The New York Times helped Donald Trump win the election with their Oct. 31st article saying there was no evidence of collusion between the Trump campaign and Russia. Now, they’ve put out a new article, basically apologizing for their previous article (NO, YOU ARE NOT FORGIVEN) and laying out how the investigation began and dropping some fact bombs.
So, basically, George Papadopoulos, a former member of the foreign policy advisory panel to Donald Trump’s 2016 presidential campaign, got drunk and was bragging to the Australian ambassador, who told the F.B.I. about his meeting with the campaign adviser, George Papadopoulos. All this occurred just days after they closed their investigation into Hillary Clinton’s use of a private email server. The treatment of the two cases by the FBI could not be more different.
Agents considered, then rejected, interviewing key Trump associates, which might have sped up the investigation but risked revealing the existence of the case. Top officials quickly became convinced that they would not solve the case before Election Day, which made them only more hesitant to act. When agents did take bold investigative steps, like interviewing the ambassador, they were shrouded in secrecy and fearful of leaks. Only about five Justice Department officials knew the full scope of the case, officials said, not the dozen or more who might normally be briefed on a major national security case.
The facts, had they surfaced, might have devastated the Trump campaign: Mr. Trump’s future national security adviser was under investigation, as was his campaign chairman. One adviser appeared to have Russian intelligence contacts. Another was suspected of being a Russian agent himself. In the Clinton case, Comey, Former Director of the FBI, has said he erred on the side of transparency. When The New York Times tried to assess the state of the investigation in October 2016, law enforcement officials cautioned against drawing any conclusions, resulting in a story that significantly played down the case. At least, this is the excuse the NY Times is putting forth for helping the Trump campaign (No, you are STILL not forgiven).

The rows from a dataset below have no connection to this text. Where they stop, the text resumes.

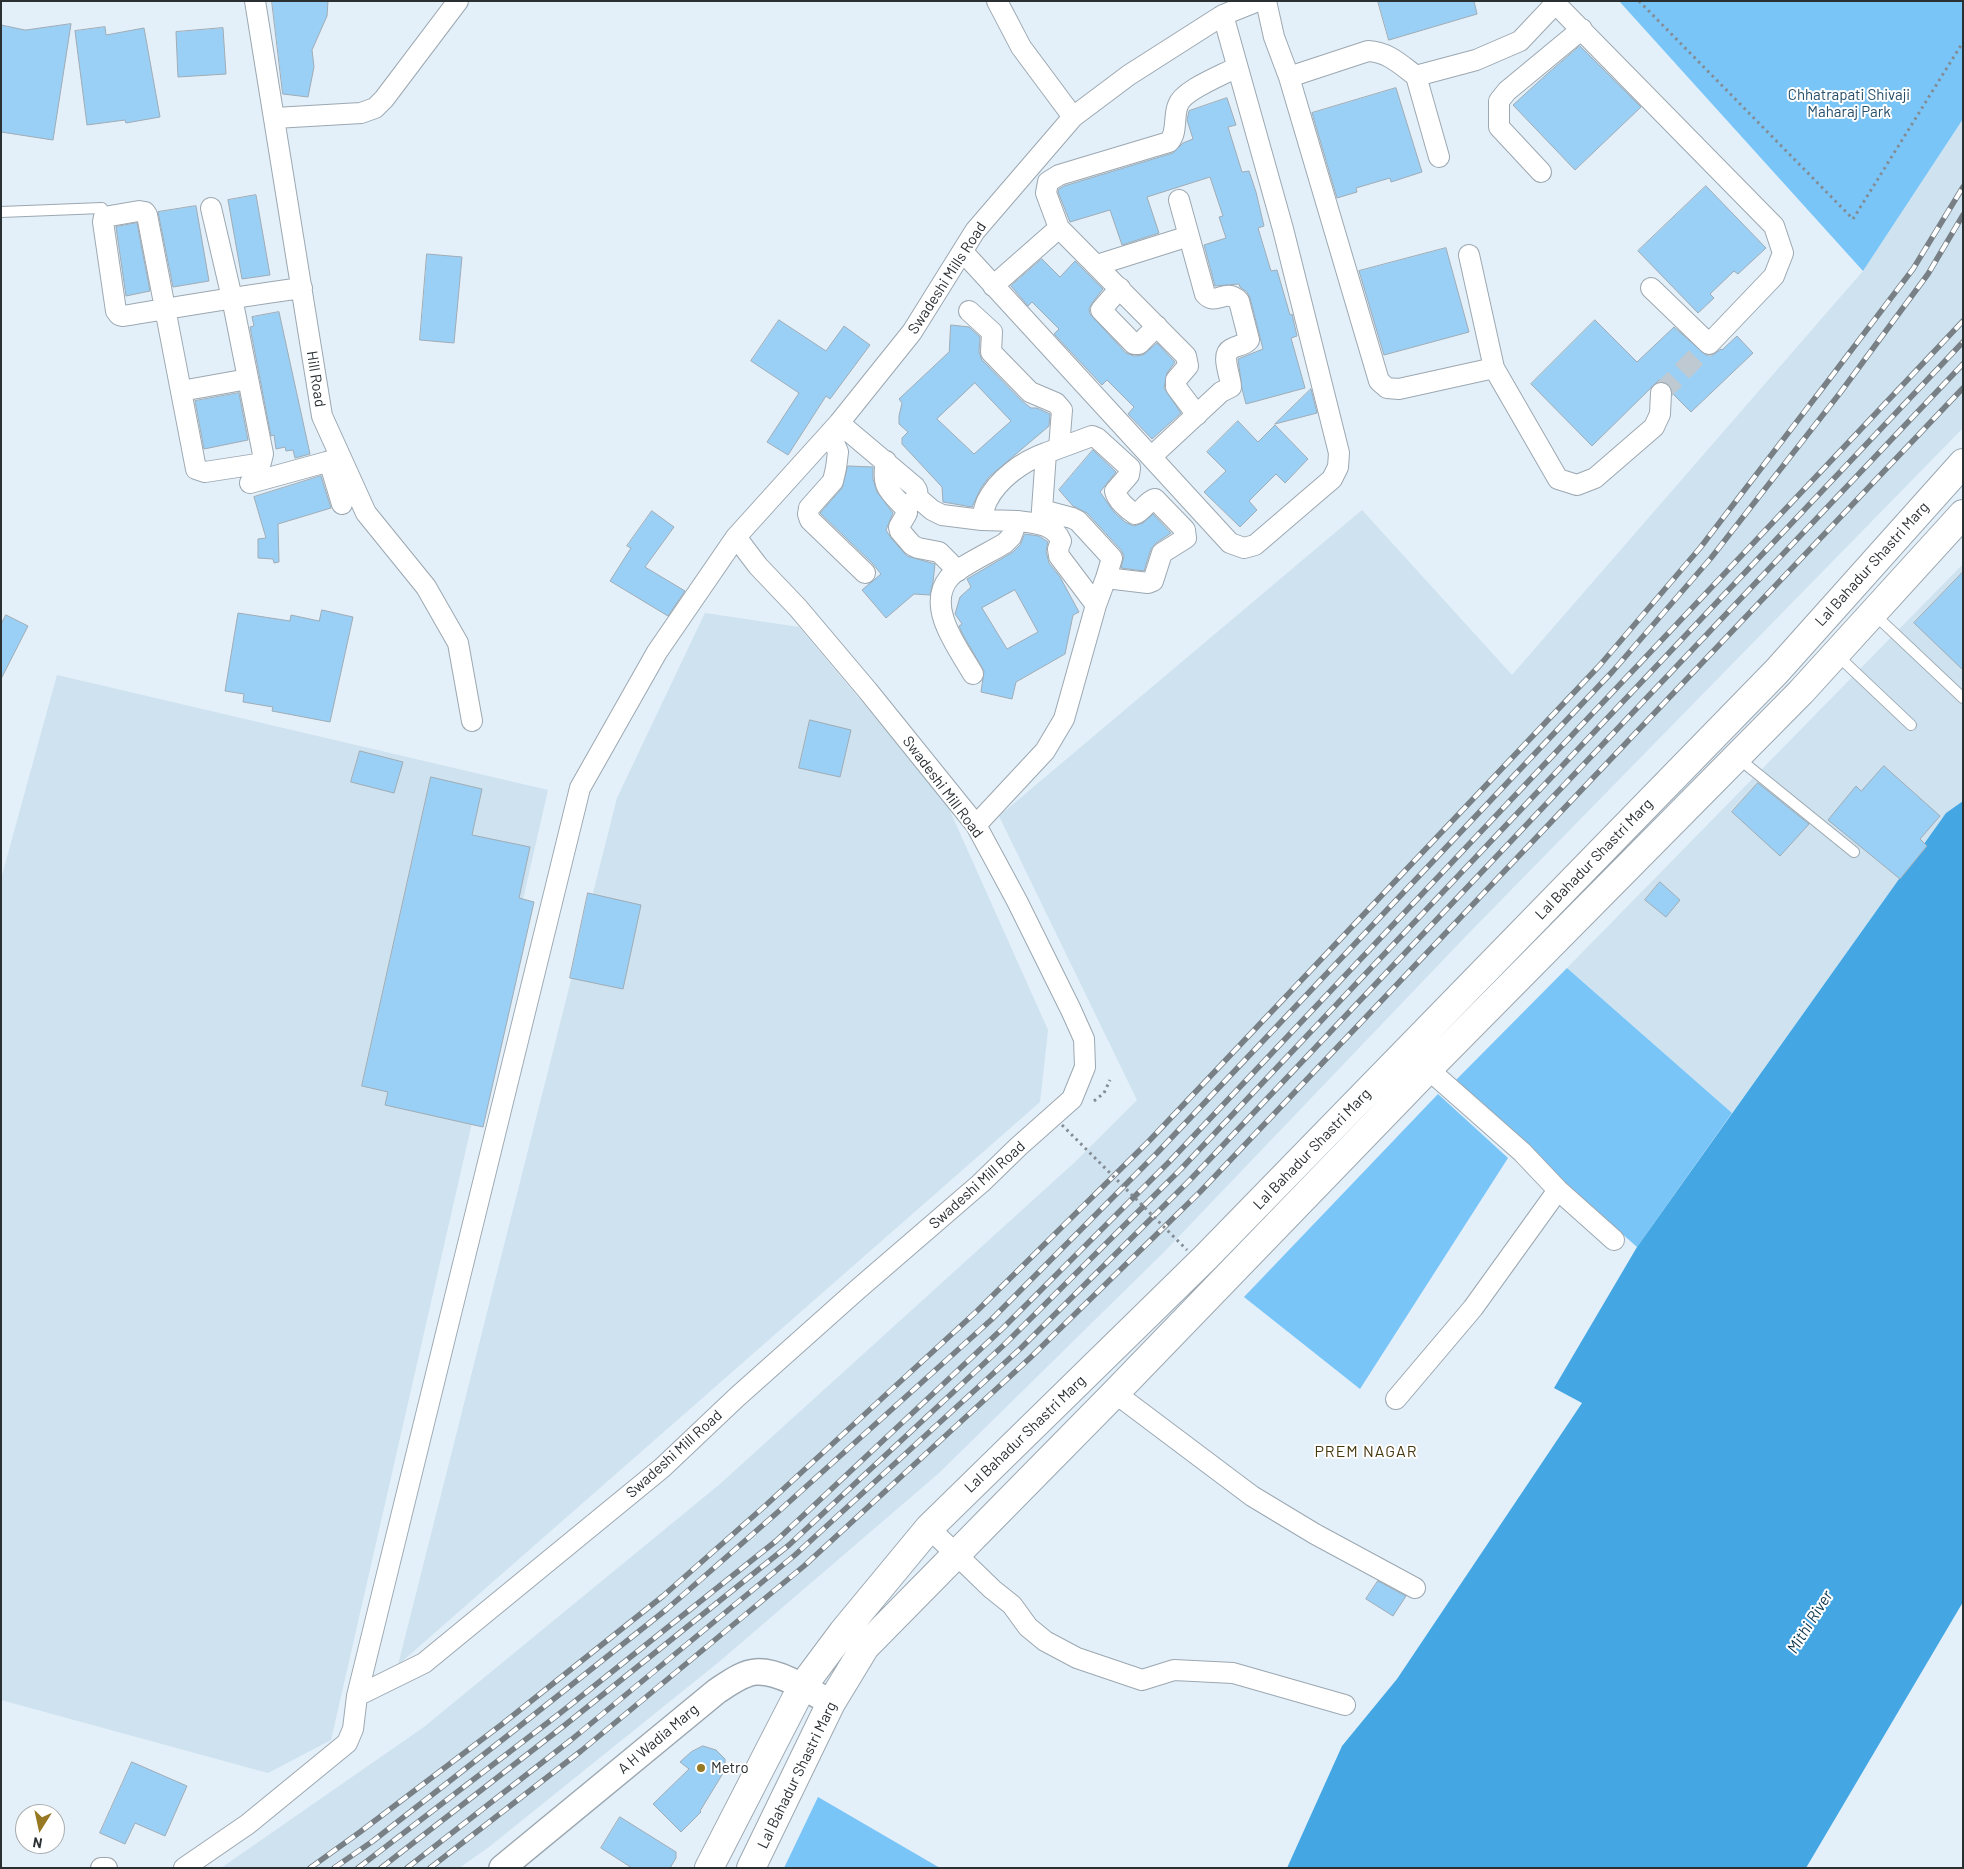 <!DOCTYPE html>
<html>
<head>
<meta charset="utf-8">
<style>
	body { margin:0 }
	#map { position:relative; width:1964px; height:1869px; overflow:hidden; background:#e3eff9; font-family:Barlow,sans-serif }
	canvas { display:block }
	.frame { position:absolute; inset:0; border:2px solid #2a2f32; pointer-events:none }
	.north { position:absolute; left:15px; top:1804px; width:50px; height:50px; box-sizing:border-box; background:#fff; border:1px solid #aaacad; border-radius:50%; rotate:190deg; font-size:14px; font-weight:700; line-height:20px; text-align:center; color:#2a2f32 }
	.north::after { content:''; display:block; margin:auto; width:18px; height:22px; background:#967922; clip-path:polygon(50% 0,100% 100%,50% 72%,0 100%) }
</style>
</head>
<body>
<div id="map">
<canvas width="1964" height="1869"></canvas>
<div class="frame"></div>
<div class="north">N</div>
</div>
<script>
const c = document.querySelector('canvas').getContext('2d');
c.lineJoin = 'round';
function fillPath(path, color) { c.fillStyle = color; c.fill(path, 'evenodd'); }
function strokePath(path, color, width, dash) { c.strokeStyle = color; c.lineWidth = width; c.lineCap = dash ? 'butt' : 'round'; c.setLineDash(dash || []); c.stroke(path); }
function write(font, color, halo, rows, align = 'center') {
  c.font = font + ' Barlow,sans-serif'; c.lineWidth = 4; c.setLineDash([]); c.textBaseline = 'middle'; c.strokeStyle = halo; c.fillStyle = color; for (const [text, x, y, turn = 0] of rows) {
    c.save(); c.translate(x, y); c.rotate((+turn || 0) * Math.PI / 180); c.textAlign = isNaN(turn) ? turn : align; if (halo) c.strokeText(text, 0, 0); c.fillText(text, 0, 0); c.restore();
  }
}
fillPath(new Path2D(`
	M1963 119V428L1467 935 1164 1252 939 1473 720 1661 489 1847 459 1868H221L424 1727 720 1484 1075 1162 1137 1100 999 816 1362 510 1512 675 1863 271Z
	M1963 564V801L1946 813 1732 1113 1567 968Z
	M705 613 799 627 946 802 1048 1030 1040 1102 398 1665 617 798Z
	M57 675 548 790 331 1740 268 1773 1 1700V879Z`), '#cee2ef');
fillPath(new Path2D(`
	M1619 1H1963V119L1863 271Z
	M1567 968 1732 1113 1637 1247 1518 1142 1454 1082Z
	M1438 1094 1508 1158 1360 1389 1244 1297Z
	M818 1797 940 1868H784Z`), '#7ac5f8');
fillPath(new Path2D(`
	M1963 801V1602L1806 1868H1287L1342 1746 1397 1679 1582 1403 1554 1388 1637 1247 1946 813Z`), '#44a7e4');
const building = new Path2D(`
	M272 1H328L327 16 312 50 314 67 308 97 283 94Z
	M1378 1H1474L1477 14 1389 40Z
	M71 24 53 140 1 132V25L25 30Z
	M105 27 106 35 144 28 160 117 126 123 125 120 87 125 75 31Z
	M223 28 226 74 178 77 176 32Z
	M1580 46 1641 107 1575 170 1513 105 1547 74Z
	M1396 88 1422 172 1391 182 1390 178 1356 188 1357 192 1337 198 1312 113Z
	M1227 98 1236 125 1228 127 1242 172 1249 171 1256 192 1264 226 1258 228 1271 271 1277 270 1290 315 1292 314 1297 336 1291 338 1305 388 1246 404 1242 389 1238 359 1263 349 1250 298 1247 292 1240 287 1239 284 1215 286 1204 245 1226 238 1219 217 1223 216 1210 177 1147 197 1159 233 1122 245 1110 210 1070 222 1058 192 1059 189 1064 186 1173 153 1183 143 1193 139 1187 120 1189 111Z
	M1706 186 1766 248 1738 274 1734 271 1710 294 1714 298 1698 313 1638 251Z
	M256 195 270 275 242 279 228 200Z
	M196 206 209 281 173 287 158 212Z
	M137 223 150 291 126 296 116 227Z
	M1446 248 1469 332 1384 355 1359 271Z
	M427 254 462 257 454 343 420 340Z
	M1042 259 1060 277 1075 261 1103 289 1092 303 1089 309 1090 314 1126 353 1134 356 1143 355 1157 343 1175 362 1167 373 1164 388 1181 413 1152 439 1128 414 1134 407 1107 380 1102 385 1054 334 1059 329 1032 302 1028 306 1011 286Z
	M279 312 310 454 295 458 293 450 286 451 285 447 276 449 274 435 271 436 250 327 254 326 252 317Z
	M779 320 826 351 844 326 870 345 830 399 826 396 788 455 767 442 799 393 751 361Z
	M1595 320 1637 362 1674 327 1706 355H1713L1721 349 1722 350 1737 336 1753 353 1691 412 1673 394 1672 388 1668 383 1659 380 1592 446 1531 384Z
	M951 325 969 327 980 337 979 352 982 360 1022 401 1031 408H1037L1050 414 1049 426 989 477 981 488 972 507 943 502 942 487 902 444V438L908 432 899 424V416L902 403 899 399 949 352ZM975 383 1011 421 974 454 937 419Z
	M1311 389 1317 413 1275 424Z
	M239 393 248 440 204 449 195 401Z
	M1238 421 1258 442 1275 425 1308 459 1285 483 1276 474 1249 501 1257 510 1240 527 1204 492 1226 471 1207 452Z
	M1093 450 1116 472 1100 492 1114 512 1125 522 1134 526 1143 523 1153 514 1171 533 1156 543 1151 549 1144 571 1121 568 1124 556 1121 550 1087 513 1073 506 1059 490Z
	M848 466 873 467V479L877 492 893 513 886 530 891 538 907 556 935 564 933 582 930 595 914 594 886 618 862 590 881 574 873 564 820 513 842 488Z
	M321 476 331 508 278 524 279 562 274 563 273 559 258 558V539L266 538 254 497Z
	M652 511 674 527 645 567 685 591 668 616 610 581 631 548 627 546Z
	M1025 534 1039 536 1048 542 1046 551 1049 563 1060 577 1079 612 1073 615 1065 654 1016 682 1012 699 981 692 984 671 963 635 959 626 962 624 955 614 960 597 971 587 967 579 1013 552 1020 545ZM1015 590 1038 632 1007 649 982 608Z
	M1963 572V670L1914 623Z
	M322 610 353 617 330 722 272 711 273 707 243 702 244 694 225 691 238 613 290 621 291 615 319 621Z
	M6 615 28 626 1 679V625Z
	M810 720 851 730 840 777 799 768Z
	M360 751 403 762 394 793 351 782Z
	M1884 766 1940 816 1920 839 1927 846 1900 879 1828 820 1856 786 1861 791Z
	M431 777 482 789 472 835 530 847 519 898 534 902 483 1127 385 1105 388 1092 362 1086Z
	M1758 783 1809 824 1780 856 1732 812Z
	M1660 882 1680 900 1666 917 1645 900Z
	M588 893 641 905 623 989 570 978Z
	M1378 1581 1406 1596 1393 1616 1366 1599Z
	M703 1746 716 1750 725 1759V1770L700 1811 701 1812 681 1832 653 1804 689 1769 680 1762 691 1752Z
	M132 1762 187 1786 165 1836 135 1823 125 1844 100 1833Z
	M620 1817 676 1852V1858L670 1868H632L601 1848Z`);
fillPath(building, '#9bd0f6');
strokePath(building, '#9facb5', 1);
strokePath(new Path2D(`
	M1661 393 1709 344`), '#bec9d1', 20, [20, 10]);
const service = new Path2D(`
	M1 212 102 208
	M1874 614 1963 698
	M1837 655 1911 725
	M1738 758 1854 852`);
const minor = new Path2D(`
	M255 1 322 416 366 513 426 587 458 643 472 721
	M997 1 1021 47 1073 117
	M1266 1 1274 37 1289 77 1379 381 1387 388 1399 389 1494 368 1558 479 1577 485 1595 478 1654 427 1660 414 1661 393
	M1553 1 1774 226 1783 253 1774 276 1709 344 1651 288
	M1416 76 1439 157
	M1289 77 1368 51C1388 52 1400 64 1416 76L1476 60 1520 41 1555 4
	M275 118 361 113 375 108 384 99 458 1
	M1541 172 1499 127V101L1507 91 1582 29
	M211 208 232 298 263 454 261 462 257 464 205 472 196 469 147 215 145 212 139 211 104 217 103 222 116 311 119 315 123 316C183 306 242 296 302 288
	M1059 228 1186 356 1188 366 1176 380V387L1197 415
	M963 252 1230 543 1244 548 1255 545 1332 479 1338 467 1339 453 1283 229 1223 15
	M1469 255 1494 368
	M1097 265 1189 236
	M993 286 1059 228 1046 193 1048 182 1059 175 1169 142C1178 132 1173 117 1178 105 1183 90 1223 75 1237 67
	M1120 288 1101 310 1134 344H1139L1157 326
	M969 311 992 332 991 352 1030 392 1056 403 1062 410 1059 448
	M181 391 248 379
	M839 423 915 487C921 495 914 500 909 505
	M830 433 838 452 836 468 833 481 809 508 808 514 810 520 865 573
	M1151 457 1221 392 1231 387C1231 376 1220 355 1231 349 1237 345 1244 346 1249 340L1239 301C1225 287 1216 307 1205 294L1179 200
	M329 461 342 504
	M886 461C881 487 889 491 906 509L907 513 899 527 900 531 912 545 918 548 939 552 958 571
	M250 483 341 458
	M917 497 932 510 942 515 982 520C983 514 984 507 987 501 998 479 1023 461 1046 453
	M1042 510 1072 518 1078 521 1112 558 1106 578
	M982 520 1017 521
	M1041 524 1046 453 1092 436 1097 438 1130 468 1129 475 1115 491C1117 500 1127 509 1135 514 1143 511 1147 501 1155 499L1185 530 1186 538 1162 553 1153 581 1148 583 1106 578 1096 605
	M973 674C959 649 925 607 949 578 958 567 991 552 1005 543L1011 537 1017 521C1033 523 1054 523 1061 541L1058 549 1059 556 1096 605 1064 719 1045 751 976 825
	M1428 1069 1522 1152 1558 1190 1614 1240
	M1115 1393 1252 1496 1315 1534 1415 1588
	M1396 1399 1473 1308 1558 1190
	M929 1528 992 1589 1012 1605 1028 1627 1045 1641 1077 1658 1142 1680 1174 1670 1233 1673 1345 1705
	M357 1696 424 1663 662 1468 737 1397 857 1290 981 1183 1018 1147 1072 1099 1085 1067 1084 1039 1071 1010 1017 901 976 825 868 691 798 608 758 566 736 537
	M101 1868H107
	M184 1868 248 1824 347 1743 353 1729 357 1696 580 788 657 652 736 537 839 423 912 332 975 231 1073 117 1129 75 1223 15 1258 1`);
const tertiary = new Path2D(`
	M502 1868 717 1691C728 1684 742 1673 756 1672 779 1670 812 1692 831 1703`);
const primary = new Path2D(`
	M709 1868 802 1687 843 1632 929 1528 1206 1257 1777 671 1963 463
	M751 1868 831 1703 865 1647 1115 1393 1428 1069 1801 692 1963 514`);
strokePath(service, '#9ca8b1', 12);
strokePath(minor, '#9ca8b1', 22);
strokePath(tertiary, '#9ca8b1', 28);
strokePath(primary, '#9ca8b1', 30);
strokePath(new Path2D(`
	M1639 1 1853 219 1963 42
	M1094 1101 1104 1093 1110 1080`), '#848c93', 3, [2.5, 4]);
strokePath(service, '#fff', 10);
strokePath(minor, '#fff', 20);
strokePath(tertiary, '#fff', 25);
strokePath(primary, '#fff', 28);
const rail = new Path2D(`
	M310 1868 360 1832 501 1725 663 1596 766 1505 977 1311 1149 1141 1600 665 1700 548 1828 381 1913 269 1963 187
	M334 1868 373 1841 511 1733 667 1609 779 1511 991 1320 1157 1153 1613 671 1711 558 1840 393 1928 274 1963 215
	M358 1868 559 1714 776 1541 1002 1329 1170 1161 1963 321
	M381 1868 565 1725 789 1545 1006 1343 1181 1169 1963 342
	M407 1868 571 1740 795 1555 1021 1348 1190 1180 1963 364
	M430 1868 581 1751 804 1566 1030 1358 1200 1192 1963 388`);
strokePath(rail, '#788086', 5.5);
strokePath(rail, '#fff', 4, [11]);
strokePath(new Path2D(`
	M1062 1125 1187 1250`), '#848c93', 3, [2.5, 4]);
for (const [x, y, r, color] of [
	[701,1768,5,"#967922"]
]) { const dot = new Path2D(); dot.arc(x, y, r, 0, 2 * Math.PI); c.fillStyle = color; c.fill(dot); strokePath(dot, '#fff', 2); }
write('15px', '#264e69', '#fff', [
	["Chhatrapati Shivaji",1849,95],
	["Maharaj Park",1849,112]
]);
write('15px', '#2a2f32', '#fff', [
	["Swadeshi Mills Road",947,278,-57],
	["Hill Road",316,379,81],
	["Lal Bahadur Shastri Marg",1872,564,-48],
	["Swadeshi Mill Road",943,787,53],
	["Lal Bahadur Shastri Marg",1594,859,-46],
	["Lal Bahadur Shastri Marg",1312,1149,-46],
	["Swadeshi Mill Road",977,1185,-42],
	["Lal Bahadur Shastri Marg",1025,1434,-44],
	["Swadeshi Mill Road",674,1454,-42],
	["A H Wadia Marg",658,1739,-40],
	["Lal Bahadur Shastri Marg",797,1775,-64]
]);
write('15px', '#2a2f32', '#fff', [
	["Metro",711,1768]
], 'left');
c.letterSpacing = '1px';
write('16px', '#45370e', '#fff', [
	["PREM NAGAR",1366,1452]
]);
c.letterSpacing = '0px';
write('italic 16px', '#08334c', '#fff', [
	["Mithi River",1810,1622,-58]
]);
</script>
</body>
</html>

The result, though, is that Comey broke with both policy and tradition in Clinton’s case, but hewed closely to the rules for Trump. Crossfire Hurricane began with a focus on four campaign officials. A year and a half later, no public evidence has surfaced connecting Trump’s advisers to the hacking or linking Trump himself to the Russian government’s disruptive efforts. But the NYT article’s tone and headline (the one we won’t forgive them for) — “Investigating Donald Trump, F.B.I. Sees No Clear Link to Russia” — gave an air of finality to an investigation that was just beginning in the week before election day. Two weeks before Trump’s inauguration, senior American intelligence officials briefed him at Trump Tower in Manhattan on Russian hacking and deception. They reported that Vladimir Putin had tried to sow chaos in the election, undermine Clinton and ultimately help Trump win.
Comey met with Trump privately, revealing the Steele reports and warning that journalists had obtained them and assured Trump that the F.B.I. intended to protect him on this point. Mr. Trump was not convinced — either by the Russia briefing or by Comey’s assurances. Hours earlier, Trump told The NY Times that stories about Russian election interference were being pushed by his adversaries to distract from his victory and he debuted what would quickly become a favorite phrase: “This is a political witch hunt.”